February 2006
Bridgette Ashton: 'I dream of europe’
at Russell-Cotes Art Gallery & Museum
‘Tourists make the places they visit and create the resources they consume. You cannot therefore logically over use tourism places or exhaust tourism resources’. (Prof.dr GJ Ashworth, I dream of europe catalogue introduction.)
Bridgette Ashton: I dream of europe which runs until the end of the month at Russell-Cotes Art Gallery & Museum, Bournemouth, continues the artist’s long-standing fascination with a nostalgia of holiday-making.
Working mostly on a small scale, Ashton combines assemblage, print, stitching and photography, creating objects, often flagrantly sentimental, which retain evidence of materiality and process.
In the tradition of the eighteenth century Grand Tourist Bridgette Ashton presents travel cases, invented souvenirs and a plethora of objects and photographs concerned with popular European tourist attractions. Some of these objects, however, have been created in order to subjugate the need for site seeing at all. These tourist accoutrements indulge both the professional holidaymaker and armchair traveller alike.
‘The Russell-Cotes family travelled at a time when only the very wealthy could afford to be tourists. Ours, conversely, is the era of cheap mass transit, when anyone (well, most westerners) can travel to any part of the world. The contrast, then, between the original Russell-Cotes collection and the objects represented here echoes that social change: exotic, high-value antique artefacts are juxtaposed with mass-produced contemporary kitsch. This thought, however, is destabilised when one reflects that, ultimately, Ashton’s work is not the thing it represents, but is in fact a product of the imagination and skilled labour of a highly trained artist.’ (Dr Stephen Riley, a-n magazine February 2006.)

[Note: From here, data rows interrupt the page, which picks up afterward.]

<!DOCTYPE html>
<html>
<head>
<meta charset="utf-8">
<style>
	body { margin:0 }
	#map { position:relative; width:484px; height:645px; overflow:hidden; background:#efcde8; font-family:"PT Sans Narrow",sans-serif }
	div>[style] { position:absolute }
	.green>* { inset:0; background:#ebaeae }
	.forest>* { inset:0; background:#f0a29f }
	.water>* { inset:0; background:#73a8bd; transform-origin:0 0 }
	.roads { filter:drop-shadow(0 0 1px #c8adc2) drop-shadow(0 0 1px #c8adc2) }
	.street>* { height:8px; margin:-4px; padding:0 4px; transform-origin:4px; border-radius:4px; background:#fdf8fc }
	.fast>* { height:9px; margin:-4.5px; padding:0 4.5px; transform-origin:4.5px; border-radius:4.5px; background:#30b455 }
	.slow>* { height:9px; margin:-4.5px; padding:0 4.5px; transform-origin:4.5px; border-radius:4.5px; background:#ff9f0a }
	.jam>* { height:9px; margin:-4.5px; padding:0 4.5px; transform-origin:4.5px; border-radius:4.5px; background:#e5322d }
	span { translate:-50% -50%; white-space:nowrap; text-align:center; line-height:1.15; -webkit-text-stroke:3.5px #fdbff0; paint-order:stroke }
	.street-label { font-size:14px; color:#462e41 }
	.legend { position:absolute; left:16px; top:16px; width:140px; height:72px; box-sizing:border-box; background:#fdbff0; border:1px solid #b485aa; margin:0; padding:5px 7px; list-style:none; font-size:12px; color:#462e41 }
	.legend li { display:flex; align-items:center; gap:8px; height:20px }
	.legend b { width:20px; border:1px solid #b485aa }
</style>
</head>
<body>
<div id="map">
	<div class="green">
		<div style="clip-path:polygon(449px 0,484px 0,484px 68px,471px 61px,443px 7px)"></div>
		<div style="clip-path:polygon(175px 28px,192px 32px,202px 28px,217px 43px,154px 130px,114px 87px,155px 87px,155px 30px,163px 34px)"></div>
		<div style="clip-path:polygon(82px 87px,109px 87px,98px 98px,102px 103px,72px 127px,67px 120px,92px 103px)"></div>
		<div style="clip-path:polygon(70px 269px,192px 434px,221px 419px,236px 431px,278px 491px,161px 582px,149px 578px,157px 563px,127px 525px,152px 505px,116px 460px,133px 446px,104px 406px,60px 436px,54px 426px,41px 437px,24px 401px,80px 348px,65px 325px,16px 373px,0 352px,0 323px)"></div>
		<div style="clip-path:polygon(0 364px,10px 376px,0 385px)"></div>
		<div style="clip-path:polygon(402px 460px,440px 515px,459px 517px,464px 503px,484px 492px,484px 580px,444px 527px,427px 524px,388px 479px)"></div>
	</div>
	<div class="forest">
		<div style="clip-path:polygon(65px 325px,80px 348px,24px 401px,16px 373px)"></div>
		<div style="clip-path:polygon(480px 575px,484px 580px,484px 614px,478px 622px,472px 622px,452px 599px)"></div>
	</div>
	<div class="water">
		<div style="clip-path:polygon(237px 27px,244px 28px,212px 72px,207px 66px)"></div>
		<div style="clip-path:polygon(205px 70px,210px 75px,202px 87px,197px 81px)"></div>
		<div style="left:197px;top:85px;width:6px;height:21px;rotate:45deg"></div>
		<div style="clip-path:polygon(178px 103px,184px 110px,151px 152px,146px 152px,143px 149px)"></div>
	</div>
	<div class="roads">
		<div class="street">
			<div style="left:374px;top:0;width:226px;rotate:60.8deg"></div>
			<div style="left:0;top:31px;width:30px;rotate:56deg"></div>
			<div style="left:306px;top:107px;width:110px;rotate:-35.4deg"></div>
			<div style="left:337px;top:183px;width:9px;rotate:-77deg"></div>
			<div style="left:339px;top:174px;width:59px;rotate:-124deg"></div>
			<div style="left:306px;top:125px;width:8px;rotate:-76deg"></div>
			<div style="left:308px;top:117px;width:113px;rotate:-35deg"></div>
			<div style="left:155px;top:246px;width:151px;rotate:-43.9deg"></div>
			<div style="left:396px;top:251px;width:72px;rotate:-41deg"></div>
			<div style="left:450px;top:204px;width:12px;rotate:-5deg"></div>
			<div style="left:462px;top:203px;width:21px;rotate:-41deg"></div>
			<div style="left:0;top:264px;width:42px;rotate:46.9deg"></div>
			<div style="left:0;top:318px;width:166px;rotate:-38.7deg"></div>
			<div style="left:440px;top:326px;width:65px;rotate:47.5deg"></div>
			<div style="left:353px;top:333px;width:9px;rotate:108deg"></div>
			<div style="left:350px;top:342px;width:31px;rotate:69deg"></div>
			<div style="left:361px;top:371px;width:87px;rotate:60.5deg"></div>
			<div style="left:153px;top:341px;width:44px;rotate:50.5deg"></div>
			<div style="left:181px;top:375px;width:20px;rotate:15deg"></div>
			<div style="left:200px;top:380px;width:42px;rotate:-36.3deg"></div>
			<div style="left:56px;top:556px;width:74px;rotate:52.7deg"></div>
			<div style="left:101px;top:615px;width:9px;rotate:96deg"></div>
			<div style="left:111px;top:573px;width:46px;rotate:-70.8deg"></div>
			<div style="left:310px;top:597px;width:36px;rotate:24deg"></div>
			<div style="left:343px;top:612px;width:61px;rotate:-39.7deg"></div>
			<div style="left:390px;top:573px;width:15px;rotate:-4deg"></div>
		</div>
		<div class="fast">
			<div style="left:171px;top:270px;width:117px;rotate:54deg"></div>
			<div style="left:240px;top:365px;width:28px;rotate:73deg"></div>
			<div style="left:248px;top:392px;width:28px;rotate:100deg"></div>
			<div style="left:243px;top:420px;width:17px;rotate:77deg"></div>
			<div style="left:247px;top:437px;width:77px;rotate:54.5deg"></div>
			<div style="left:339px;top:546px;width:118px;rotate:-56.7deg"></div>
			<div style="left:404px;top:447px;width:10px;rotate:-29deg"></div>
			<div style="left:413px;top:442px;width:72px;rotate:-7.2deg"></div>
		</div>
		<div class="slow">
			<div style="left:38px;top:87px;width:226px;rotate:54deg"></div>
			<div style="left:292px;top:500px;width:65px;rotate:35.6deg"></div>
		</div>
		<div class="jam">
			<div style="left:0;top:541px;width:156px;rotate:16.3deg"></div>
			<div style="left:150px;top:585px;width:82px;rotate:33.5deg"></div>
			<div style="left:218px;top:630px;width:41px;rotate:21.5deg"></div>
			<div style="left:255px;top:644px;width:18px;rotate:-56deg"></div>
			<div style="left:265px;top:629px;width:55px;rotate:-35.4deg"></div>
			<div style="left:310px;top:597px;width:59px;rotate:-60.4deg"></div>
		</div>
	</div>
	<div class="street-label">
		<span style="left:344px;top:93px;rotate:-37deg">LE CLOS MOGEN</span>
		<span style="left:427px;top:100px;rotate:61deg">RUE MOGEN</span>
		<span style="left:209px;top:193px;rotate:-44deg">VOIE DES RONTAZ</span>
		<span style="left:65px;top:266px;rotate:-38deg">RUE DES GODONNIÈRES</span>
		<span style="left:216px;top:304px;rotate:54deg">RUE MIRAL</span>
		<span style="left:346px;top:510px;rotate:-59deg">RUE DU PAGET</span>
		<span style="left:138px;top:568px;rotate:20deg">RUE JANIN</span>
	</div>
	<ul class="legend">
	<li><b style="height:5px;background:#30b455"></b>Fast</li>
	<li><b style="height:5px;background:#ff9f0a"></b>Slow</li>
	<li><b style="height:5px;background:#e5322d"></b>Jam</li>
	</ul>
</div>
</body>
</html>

Familiar european landmarks are celebrated through a series of photographs which show View Master® viewers at the vistas depicted in their collections of souvenir photographs. In addition a set of stereo images for the same apparatus has been created specially for the exhibition, giving a virtual gingerbread tour of popular european landmarks.
Bridgette Ashton has participated in shows across the UK including ‘Transformations’ at Pitt Rivers Museum, Oxford, ‘Insula Ovinium’ on the Isle of Sheppey and at Hogarth House, Chiswick and her work is currently touring with the Met Office's ‘Elemental Insight’ exhibition. She has also shown in a number of alternative spaces including last year at the eighteenth century grotto ‘Scott’s Grotto’ in Hertfordshire.